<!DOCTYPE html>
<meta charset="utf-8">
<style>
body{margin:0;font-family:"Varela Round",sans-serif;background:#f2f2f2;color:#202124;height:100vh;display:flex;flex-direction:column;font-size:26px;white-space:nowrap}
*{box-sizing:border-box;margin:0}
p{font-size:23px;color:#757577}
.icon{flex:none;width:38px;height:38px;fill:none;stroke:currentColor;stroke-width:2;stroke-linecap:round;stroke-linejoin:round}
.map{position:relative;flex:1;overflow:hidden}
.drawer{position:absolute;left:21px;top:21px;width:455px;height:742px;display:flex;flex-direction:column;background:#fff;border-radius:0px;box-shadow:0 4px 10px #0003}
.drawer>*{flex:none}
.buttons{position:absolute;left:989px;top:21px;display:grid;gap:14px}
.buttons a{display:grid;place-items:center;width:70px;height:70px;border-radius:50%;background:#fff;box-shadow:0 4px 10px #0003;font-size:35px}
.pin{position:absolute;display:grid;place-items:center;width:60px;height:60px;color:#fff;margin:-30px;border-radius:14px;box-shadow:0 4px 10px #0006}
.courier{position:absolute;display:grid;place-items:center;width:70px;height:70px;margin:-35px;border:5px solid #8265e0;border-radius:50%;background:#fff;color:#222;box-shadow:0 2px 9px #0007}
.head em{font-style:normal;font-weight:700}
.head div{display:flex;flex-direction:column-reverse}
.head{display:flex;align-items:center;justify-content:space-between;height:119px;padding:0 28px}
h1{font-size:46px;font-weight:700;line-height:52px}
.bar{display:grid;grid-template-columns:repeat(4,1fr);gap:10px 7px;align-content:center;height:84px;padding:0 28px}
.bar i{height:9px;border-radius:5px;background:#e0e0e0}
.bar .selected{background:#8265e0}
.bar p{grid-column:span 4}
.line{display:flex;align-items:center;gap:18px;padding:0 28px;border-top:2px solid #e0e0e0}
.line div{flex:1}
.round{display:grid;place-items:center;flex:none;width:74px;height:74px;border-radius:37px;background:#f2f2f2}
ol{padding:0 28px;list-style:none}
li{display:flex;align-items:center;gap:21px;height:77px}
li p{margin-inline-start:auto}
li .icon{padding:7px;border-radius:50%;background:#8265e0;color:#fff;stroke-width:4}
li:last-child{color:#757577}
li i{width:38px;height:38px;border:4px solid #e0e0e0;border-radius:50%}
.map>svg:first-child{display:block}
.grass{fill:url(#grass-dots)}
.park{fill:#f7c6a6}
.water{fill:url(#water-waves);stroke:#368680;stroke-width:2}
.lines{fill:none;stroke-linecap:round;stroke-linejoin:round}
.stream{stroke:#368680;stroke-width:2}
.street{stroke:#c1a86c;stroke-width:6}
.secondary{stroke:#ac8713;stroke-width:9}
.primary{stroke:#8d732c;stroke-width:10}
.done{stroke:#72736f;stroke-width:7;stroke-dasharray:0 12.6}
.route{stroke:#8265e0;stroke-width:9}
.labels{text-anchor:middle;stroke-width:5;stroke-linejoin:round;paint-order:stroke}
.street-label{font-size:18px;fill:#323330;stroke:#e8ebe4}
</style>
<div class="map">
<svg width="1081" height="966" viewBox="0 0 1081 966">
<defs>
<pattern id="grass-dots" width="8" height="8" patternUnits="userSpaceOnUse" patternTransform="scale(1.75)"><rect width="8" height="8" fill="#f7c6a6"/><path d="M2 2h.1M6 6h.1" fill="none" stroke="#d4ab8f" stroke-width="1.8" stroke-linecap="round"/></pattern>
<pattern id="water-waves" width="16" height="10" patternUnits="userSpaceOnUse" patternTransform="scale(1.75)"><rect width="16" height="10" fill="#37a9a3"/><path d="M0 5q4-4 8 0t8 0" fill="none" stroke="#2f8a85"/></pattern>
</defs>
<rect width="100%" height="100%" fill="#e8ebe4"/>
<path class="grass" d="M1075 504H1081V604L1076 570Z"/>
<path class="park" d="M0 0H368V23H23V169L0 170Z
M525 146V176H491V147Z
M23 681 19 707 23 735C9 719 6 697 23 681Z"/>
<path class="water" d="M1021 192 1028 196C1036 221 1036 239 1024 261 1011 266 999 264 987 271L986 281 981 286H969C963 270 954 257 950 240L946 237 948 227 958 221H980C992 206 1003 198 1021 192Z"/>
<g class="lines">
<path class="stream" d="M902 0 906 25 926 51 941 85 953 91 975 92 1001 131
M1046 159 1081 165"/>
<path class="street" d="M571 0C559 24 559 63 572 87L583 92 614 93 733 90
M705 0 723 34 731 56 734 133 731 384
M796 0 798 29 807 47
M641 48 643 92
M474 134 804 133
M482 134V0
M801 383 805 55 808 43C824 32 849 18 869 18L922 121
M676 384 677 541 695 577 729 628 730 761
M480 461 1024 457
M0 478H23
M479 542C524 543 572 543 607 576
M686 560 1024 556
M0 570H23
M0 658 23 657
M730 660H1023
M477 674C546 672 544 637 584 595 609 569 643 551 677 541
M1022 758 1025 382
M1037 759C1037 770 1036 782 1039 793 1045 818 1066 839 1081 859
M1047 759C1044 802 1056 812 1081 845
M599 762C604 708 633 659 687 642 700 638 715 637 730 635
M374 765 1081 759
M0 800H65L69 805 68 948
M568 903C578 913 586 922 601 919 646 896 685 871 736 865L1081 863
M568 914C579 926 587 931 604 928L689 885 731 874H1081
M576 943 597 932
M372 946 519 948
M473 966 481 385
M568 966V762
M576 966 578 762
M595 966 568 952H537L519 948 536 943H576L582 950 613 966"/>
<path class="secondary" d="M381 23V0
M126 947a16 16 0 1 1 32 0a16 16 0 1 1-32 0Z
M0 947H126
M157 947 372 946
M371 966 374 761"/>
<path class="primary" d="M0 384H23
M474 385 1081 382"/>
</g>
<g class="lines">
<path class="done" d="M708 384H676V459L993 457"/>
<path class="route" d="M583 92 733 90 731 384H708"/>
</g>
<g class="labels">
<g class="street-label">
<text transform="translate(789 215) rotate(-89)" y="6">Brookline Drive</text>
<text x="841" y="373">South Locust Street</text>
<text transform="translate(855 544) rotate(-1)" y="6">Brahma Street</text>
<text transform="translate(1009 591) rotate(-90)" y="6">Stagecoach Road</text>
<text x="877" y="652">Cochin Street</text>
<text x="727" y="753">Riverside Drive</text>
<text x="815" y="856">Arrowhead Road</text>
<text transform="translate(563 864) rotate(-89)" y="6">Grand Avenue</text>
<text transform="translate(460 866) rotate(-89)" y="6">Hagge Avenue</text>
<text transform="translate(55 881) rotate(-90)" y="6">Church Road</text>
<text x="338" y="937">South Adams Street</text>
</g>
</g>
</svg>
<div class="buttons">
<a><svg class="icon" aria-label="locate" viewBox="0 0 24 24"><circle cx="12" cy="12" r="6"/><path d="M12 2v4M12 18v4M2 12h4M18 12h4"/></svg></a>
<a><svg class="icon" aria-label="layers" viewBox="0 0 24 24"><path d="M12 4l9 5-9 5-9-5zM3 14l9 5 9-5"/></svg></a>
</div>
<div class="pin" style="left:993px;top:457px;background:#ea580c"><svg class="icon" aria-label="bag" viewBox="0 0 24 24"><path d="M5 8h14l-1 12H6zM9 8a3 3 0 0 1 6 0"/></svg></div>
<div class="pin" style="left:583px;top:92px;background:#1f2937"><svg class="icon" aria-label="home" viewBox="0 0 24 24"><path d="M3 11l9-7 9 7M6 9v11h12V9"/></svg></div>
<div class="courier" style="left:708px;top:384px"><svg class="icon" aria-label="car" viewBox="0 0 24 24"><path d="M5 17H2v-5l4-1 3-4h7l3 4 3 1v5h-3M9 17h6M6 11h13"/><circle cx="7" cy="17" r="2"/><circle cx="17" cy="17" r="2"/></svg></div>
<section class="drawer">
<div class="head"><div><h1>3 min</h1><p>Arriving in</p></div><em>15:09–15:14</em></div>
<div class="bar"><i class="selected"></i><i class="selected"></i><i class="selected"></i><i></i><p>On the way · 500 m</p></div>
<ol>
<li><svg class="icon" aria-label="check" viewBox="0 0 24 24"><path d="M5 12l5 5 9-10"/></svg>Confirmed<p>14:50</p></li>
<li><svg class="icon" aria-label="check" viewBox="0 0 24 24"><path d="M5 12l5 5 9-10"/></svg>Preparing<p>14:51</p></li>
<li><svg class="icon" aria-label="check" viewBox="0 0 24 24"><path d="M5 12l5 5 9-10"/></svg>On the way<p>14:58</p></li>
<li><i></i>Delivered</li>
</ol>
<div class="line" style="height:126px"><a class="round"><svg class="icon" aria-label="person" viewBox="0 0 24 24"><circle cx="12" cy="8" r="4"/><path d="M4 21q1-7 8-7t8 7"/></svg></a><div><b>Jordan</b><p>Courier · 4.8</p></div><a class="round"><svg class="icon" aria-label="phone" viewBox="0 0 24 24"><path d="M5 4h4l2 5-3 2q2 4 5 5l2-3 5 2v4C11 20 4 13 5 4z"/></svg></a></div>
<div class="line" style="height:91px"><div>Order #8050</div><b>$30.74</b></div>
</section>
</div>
◇ ◇ ◇
• _Task directions_: For every line above that holds the word "absolute", report the whole line.

• _Solved problem_:
.drawer{position:absolute;left:21px;top:21px;width:455px;height:742px;display:flex;flex-direction:column;background:#fff;border-radius:0px;box-shadow:0 4px 10px #0003}
.buttons{position:absolute;left:989px;top:21px;display:grid;gap:14px}
.pin{position:absolute;display:grid;place-items:center;width:60px;height:60px;color:#fff;margin:-30px;border-radius:14px;box-shadow:0 4px 10px #0006}
.courier{position:absolute;display:grid;place-items:center;width:70px;height:70px;margin:-35px;border:5px solid #8265e0;border-radius:50%;background:#fff;color:#222;box-shadow:0 2px 9px #0007}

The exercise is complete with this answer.